▶ Work instruction
Could you filter the data below down to the lines that hold the word "linecap"?

-- -- --

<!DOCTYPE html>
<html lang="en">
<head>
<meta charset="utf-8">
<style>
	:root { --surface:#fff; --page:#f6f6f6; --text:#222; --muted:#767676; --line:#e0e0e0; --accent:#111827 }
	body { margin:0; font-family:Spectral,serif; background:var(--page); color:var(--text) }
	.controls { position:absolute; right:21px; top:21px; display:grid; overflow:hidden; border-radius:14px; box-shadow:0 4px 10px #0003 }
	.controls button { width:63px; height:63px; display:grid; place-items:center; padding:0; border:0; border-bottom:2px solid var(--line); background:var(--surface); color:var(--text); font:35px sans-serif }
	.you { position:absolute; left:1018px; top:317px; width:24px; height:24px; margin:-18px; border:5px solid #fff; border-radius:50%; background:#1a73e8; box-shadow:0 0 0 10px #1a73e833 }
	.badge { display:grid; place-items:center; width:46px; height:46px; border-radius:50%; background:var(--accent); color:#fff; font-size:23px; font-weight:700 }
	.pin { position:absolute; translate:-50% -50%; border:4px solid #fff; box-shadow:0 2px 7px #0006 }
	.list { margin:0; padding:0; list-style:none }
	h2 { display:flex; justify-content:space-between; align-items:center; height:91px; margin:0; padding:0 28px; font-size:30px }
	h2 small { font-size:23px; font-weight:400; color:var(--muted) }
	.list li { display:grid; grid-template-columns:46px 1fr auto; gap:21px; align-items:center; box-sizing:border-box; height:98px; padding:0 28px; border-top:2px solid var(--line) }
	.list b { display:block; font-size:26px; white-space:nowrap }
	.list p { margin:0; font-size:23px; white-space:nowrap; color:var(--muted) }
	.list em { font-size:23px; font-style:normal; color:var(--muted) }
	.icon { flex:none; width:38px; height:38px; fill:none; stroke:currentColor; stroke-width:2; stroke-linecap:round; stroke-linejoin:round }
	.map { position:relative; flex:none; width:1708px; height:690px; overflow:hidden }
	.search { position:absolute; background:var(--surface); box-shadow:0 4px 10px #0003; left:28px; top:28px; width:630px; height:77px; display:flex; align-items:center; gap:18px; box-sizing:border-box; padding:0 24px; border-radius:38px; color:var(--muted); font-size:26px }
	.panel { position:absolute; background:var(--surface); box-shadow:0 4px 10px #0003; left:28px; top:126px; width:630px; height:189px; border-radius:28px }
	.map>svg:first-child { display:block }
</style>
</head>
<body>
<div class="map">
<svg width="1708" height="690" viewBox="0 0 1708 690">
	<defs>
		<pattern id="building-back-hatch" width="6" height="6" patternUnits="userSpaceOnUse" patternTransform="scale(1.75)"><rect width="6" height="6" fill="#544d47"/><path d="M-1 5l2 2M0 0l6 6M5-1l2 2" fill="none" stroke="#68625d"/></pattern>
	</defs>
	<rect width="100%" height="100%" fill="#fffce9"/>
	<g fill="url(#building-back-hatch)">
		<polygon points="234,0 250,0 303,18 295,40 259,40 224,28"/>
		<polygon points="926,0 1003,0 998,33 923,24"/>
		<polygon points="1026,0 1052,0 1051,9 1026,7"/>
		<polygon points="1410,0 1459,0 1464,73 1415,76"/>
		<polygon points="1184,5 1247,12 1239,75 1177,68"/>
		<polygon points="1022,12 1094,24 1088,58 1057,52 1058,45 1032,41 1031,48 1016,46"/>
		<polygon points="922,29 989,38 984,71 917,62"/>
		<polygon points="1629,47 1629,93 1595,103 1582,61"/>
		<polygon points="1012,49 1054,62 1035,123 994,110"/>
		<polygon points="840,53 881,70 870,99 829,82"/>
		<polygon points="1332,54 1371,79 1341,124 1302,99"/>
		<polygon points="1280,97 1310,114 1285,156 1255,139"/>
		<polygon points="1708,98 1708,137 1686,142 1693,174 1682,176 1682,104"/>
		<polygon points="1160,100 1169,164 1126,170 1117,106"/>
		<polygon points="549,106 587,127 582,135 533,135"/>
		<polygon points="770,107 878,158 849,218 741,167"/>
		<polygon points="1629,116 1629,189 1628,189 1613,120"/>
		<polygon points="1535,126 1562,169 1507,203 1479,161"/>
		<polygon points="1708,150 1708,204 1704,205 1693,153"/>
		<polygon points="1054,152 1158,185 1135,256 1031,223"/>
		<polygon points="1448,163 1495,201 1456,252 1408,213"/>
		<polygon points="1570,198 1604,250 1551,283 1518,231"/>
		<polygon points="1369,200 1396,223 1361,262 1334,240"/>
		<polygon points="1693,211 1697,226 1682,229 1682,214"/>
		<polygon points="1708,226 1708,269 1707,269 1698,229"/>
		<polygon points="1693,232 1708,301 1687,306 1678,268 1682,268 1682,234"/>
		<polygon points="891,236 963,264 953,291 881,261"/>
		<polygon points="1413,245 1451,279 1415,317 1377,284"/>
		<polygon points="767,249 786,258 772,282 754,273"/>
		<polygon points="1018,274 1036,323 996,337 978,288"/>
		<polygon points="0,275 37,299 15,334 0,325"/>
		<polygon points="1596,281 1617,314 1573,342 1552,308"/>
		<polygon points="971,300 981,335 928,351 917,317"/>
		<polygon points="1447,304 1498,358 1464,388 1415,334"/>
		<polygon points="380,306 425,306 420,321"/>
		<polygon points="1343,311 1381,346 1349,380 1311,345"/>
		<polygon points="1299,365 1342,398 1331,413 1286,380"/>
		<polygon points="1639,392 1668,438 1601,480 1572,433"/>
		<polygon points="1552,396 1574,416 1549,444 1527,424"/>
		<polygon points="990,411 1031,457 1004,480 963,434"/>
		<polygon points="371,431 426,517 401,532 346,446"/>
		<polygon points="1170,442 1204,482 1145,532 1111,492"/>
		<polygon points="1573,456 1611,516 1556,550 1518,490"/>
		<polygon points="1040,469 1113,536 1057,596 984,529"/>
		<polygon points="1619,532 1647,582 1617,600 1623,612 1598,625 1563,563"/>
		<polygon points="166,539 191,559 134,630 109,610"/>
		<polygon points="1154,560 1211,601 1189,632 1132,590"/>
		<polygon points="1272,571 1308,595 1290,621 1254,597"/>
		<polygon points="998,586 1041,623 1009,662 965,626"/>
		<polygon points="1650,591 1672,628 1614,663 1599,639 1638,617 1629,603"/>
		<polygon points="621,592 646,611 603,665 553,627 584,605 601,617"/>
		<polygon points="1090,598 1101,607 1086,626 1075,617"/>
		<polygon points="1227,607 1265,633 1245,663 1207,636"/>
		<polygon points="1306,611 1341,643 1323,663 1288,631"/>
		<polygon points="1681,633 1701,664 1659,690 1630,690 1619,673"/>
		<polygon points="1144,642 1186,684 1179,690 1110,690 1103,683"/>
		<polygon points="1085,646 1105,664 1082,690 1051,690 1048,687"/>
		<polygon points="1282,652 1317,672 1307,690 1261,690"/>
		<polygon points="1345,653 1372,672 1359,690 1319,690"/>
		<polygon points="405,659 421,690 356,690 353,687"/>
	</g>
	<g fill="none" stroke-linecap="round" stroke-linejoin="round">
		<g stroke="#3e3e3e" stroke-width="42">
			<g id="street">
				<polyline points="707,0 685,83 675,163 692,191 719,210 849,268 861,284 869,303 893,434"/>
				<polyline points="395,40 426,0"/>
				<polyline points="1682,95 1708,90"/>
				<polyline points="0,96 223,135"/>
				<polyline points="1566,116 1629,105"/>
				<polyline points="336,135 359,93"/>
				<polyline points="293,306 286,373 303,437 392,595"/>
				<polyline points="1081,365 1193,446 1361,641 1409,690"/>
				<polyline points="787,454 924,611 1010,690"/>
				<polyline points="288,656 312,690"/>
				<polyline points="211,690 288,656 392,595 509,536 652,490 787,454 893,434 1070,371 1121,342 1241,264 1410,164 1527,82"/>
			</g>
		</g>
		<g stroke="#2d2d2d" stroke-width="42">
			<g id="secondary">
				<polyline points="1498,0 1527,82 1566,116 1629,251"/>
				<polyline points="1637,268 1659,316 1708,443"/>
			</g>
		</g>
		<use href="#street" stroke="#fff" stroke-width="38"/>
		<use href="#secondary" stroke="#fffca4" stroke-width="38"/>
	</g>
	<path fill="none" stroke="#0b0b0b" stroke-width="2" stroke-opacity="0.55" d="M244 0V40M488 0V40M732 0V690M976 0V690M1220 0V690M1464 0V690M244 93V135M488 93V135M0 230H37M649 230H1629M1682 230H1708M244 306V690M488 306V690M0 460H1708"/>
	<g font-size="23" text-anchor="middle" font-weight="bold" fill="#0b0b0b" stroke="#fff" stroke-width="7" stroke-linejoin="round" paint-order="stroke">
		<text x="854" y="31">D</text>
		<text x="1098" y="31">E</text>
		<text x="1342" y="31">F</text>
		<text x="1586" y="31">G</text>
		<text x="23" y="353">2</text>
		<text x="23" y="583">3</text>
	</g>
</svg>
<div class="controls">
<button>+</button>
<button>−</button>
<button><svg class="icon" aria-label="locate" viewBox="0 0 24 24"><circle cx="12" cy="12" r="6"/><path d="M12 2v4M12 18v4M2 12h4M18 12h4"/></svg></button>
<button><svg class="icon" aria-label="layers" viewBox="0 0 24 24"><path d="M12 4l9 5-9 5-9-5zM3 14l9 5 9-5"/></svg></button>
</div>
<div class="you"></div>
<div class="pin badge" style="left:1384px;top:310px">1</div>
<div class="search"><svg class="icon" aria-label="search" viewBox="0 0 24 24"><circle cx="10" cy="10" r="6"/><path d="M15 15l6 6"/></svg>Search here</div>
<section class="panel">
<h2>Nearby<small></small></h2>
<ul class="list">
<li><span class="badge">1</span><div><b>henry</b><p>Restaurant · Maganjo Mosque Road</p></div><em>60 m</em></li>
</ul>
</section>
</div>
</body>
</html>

-- -- --

▶ Result of this exercise
	.icon { flex:none; width:38px; height:38px; fill:none; stroke:currentColor; stroke-width:2; stroke-linecap:round; stroke-linejoin:round }
	<g fill="none" stroke-linecap="round" stroke-linejoin="round">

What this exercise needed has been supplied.